Mother Nature is the world’s greatest designer. What modern technology has been inspired by the natural world?
What is biomimetics?
Biomimetics or biomimicry, is the combination of engineering and science to construct artificial applications or technologies . These mimic substances, actions or processes found in nature.
This fascinating field of study is all around us. Many modern technologies were inspired by natural processes through biomimetic design.
We recently reported the developments being made in artificial skin substances. These are planned for use as responsive interfaces in consumer electronics.
Spider inspired depth sensors
As reported by Engadget, a team of scientists at Harvard have been inspired by jumping spiders. Depth sensors map out details of an object, and then compute this data to perform an action. This technology is used in smart phones in functions such as facial recognition.
Studying the layers of the eyes of jumping spiders has enabled the team to develop a new type of lens called a metalens. This imitates the same process. The lens produces simultaneous images with different levels of blurring in order to create a highly performing depth sensor which requires less battery power and uses less memory.
Power grids – or beehives?
Regen Energy looked at the way bees swarm around a hive, and how their instinct directs each bee to carry out their function. This logic was applied to the Regen Energy grids.
Replacing central systems with local controllers with remote wireless communication enabled the grid to redirect power more efficiently, with the functionality to direct power according to need. This replicates the hive mentality where each bee knows what it needs to do in accordance with its location in the hive, and what the other bees are doing.
How a dog helped to develop Velcro
Another example of an innovation inspired by nature is Velcro. Now a common material in the clothing industry, Velcro was inspired by burdock burrs. This was developed by an engineer in the 1940’s, who recognised how effective the burrs were at sticking to his dogs coat.
Microscopic images helped to visualise how the spurs cling on with hooks, and this was then turned into an artificial material.
Robotic arms; inspired by elephants
As explained by Aranca, robotic arms were revolutionised when they become remodelled on the functionality of an elephants trunk. Using a series of discs and compressed air enabled robotic arms to function in a far more dexterous way.

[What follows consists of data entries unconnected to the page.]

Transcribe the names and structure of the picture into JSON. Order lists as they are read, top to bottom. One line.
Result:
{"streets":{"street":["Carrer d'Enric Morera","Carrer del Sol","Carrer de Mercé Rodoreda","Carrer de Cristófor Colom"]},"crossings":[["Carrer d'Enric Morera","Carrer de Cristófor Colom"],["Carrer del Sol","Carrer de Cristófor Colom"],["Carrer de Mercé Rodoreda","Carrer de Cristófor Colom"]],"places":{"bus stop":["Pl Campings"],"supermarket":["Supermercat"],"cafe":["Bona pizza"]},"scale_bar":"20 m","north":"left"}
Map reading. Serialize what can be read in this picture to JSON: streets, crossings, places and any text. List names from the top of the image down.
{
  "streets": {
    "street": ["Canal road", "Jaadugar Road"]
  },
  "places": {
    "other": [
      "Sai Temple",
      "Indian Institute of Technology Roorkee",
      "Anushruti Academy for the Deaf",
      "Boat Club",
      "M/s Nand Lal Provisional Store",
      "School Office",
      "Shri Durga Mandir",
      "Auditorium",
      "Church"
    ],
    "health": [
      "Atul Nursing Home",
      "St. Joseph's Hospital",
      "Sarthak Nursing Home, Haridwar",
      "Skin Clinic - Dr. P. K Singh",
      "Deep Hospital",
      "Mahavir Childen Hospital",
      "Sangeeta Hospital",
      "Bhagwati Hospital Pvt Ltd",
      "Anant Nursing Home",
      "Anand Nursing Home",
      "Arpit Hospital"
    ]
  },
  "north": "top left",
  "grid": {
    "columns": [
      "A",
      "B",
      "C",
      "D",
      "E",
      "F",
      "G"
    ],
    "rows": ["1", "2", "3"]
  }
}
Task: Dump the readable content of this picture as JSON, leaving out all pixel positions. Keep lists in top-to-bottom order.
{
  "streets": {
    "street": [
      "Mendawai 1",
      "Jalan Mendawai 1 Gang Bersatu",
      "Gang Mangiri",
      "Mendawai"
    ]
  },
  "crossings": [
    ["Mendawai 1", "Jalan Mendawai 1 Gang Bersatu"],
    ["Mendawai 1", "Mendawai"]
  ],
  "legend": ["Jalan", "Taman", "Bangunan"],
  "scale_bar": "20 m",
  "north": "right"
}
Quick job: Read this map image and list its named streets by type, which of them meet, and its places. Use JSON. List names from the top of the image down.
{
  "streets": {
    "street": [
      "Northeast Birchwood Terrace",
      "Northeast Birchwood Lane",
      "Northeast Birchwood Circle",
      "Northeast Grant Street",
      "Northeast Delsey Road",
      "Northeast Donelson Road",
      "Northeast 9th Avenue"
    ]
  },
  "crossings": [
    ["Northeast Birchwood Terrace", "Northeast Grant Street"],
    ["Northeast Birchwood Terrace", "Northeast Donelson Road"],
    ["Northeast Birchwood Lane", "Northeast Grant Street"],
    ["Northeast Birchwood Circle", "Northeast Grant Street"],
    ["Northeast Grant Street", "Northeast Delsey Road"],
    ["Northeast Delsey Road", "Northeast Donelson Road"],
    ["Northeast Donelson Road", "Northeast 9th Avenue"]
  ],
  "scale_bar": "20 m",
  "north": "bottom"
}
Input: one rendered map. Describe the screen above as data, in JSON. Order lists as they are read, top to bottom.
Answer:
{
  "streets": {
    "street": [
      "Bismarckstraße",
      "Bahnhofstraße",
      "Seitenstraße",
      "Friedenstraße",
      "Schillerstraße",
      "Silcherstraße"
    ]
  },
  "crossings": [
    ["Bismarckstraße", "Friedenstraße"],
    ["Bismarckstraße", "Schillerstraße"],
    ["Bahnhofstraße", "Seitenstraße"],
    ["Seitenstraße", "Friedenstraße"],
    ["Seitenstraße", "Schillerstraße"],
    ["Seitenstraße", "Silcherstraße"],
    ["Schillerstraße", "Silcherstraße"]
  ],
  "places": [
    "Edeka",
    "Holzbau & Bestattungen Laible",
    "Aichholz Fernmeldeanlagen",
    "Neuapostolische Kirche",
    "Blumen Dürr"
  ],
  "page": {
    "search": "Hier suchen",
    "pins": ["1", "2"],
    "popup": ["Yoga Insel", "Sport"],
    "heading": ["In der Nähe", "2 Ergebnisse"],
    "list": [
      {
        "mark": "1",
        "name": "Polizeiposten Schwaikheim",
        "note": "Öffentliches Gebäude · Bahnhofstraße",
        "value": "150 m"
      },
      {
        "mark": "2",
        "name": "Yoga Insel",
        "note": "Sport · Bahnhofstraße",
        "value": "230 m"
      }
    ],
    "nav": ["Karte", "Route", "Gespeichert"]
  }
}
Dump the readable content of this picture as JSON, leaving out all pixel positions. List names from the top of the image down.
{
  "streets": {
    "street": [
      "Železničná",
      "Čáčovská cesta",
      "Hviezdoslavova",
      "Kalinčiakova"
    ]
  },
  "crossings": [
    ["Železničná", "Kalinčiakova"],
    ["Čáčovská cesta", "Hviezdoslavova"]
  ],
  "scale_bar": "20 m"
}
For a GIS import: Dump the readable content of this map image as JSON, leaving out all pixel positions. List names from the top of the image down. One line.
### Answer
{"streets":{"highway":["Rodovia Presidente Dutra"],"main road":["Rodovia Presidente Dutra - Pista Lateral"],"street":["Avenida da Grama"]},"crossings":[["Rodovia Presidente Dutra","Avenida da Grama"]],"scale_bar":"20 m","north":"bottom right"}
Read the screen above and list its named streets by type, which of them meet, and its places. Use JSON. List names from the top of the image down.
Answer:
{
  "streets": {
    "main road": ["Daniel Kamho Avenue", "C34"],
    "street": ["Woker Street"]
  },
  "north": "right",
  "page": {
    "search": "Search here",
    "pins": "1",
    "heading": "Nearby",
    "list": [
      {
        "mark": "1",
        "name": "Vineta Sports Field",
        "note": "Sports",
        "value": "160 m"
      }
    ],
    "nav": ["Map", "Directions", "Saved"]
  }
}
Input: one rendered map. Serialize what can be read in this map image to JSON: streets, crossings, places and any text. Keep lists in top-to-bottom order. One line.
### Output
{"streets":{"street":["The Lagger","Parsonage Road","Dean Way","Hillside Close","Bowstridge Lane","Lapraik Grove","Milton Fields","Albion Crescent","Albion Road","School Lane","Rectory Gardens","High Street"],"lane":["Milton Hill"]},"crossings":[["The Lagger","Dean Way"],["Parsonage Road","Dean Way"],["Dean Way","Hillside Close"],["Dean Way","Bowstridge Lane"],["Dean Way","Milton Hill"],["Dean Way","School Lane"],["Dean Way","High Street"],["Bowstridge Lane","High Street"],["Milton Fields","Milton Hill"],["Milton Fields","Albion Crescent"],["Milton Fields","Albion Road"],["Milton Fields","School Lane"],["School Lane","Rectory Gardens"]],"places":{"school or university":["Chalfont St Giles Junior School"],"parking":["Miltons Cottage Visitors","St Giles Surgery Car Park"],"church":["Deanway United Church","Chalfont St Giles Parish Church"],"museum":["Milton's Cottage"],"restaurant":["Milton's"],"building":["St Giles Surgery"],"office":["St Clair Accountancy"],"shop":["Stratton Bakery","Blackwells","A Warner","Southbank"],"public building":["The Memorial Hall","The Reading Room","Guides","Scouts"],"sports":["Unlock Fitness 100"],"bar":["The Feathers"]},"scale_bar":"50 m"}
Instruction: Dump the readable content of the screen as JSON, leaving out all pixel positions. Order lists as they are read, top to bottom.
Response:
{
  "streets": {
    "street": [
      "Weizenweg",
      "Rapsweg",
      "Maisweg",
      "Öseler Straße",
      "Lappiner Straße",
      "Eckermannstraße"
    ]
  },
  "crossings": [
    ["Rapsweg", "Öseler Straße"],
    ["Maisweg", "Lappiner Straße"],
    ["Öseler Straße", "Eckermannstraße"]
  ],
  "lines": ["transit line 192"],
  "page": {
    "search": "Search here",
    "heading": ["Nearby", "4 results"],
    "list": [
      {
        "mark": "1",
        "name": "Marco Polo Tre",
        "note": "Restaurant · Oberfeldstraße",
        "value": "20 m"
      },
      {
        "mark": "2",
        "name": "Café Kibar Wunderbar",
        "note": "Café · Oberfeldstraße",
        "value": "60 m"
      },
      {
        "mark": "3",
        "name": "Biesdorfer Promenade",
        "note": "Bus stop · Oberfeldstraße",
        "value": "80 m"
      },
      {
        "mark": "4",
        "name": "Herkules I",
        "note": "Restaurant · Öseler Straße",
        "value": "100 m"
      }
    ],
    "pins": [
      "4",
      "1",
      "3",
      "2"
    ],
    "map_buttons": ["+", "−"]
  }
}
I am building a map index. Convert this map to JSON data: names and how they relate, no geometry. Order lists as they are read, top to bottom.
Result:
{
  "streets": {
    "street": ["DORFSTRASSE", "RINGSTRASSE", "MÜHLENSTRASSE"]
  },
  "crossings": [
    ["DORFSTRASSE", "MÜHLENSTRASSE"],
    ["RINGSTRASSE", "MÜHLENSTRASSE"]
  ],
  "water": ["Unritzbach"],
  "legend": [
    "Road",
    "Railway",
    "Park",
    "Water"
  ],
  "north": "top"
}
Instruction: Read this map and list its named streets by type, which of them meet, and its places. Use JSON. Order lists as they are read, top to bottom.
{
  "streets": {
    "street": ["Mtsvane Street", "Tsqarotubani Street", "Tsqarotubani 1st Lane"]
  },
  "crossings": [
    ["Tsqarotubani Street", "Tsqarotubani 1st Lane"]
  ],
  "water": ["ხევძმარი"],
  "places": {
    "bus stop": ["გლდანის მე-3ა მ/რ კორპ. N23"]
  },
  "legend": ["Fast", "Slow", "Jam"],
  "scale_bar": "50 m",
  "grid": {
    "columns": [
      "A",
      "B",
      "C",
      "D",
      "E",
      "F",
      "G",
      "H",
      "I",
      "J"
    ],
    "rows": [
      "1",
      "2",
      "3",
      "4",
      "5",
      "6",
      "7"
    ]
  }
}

This was an innovation on the original robotics, which were designed to mimic a human arm. These had restricted movement and were bulkier and less agile.
Synthetic shark skin
Sharks are a formidable apex predator, and nature has evolved the creature into a highly efficient organism. German researchers looked at the construct of shark skin to develop an artificial replica.
The skin is extremely tough, made from a series of minute teeth called dentins. These ensure smooth movement through water and repel other organisms or plant materials. This avoids barnacles and other creatures fastening themselves to the skin.
This artificial material has been further developed by the US Navy to help save on their $50m annual cost of anti-fouling vessels.
As new technologies are developed and innovation evolves, it is very likely that researchers will be able to learn more by analysing the natural world.
With aquatic drones designed to imitate diving birds and 3D camouflage skin inspired by octupuses, take a closer look at your next new gadget. You might just have seen it somewhere before!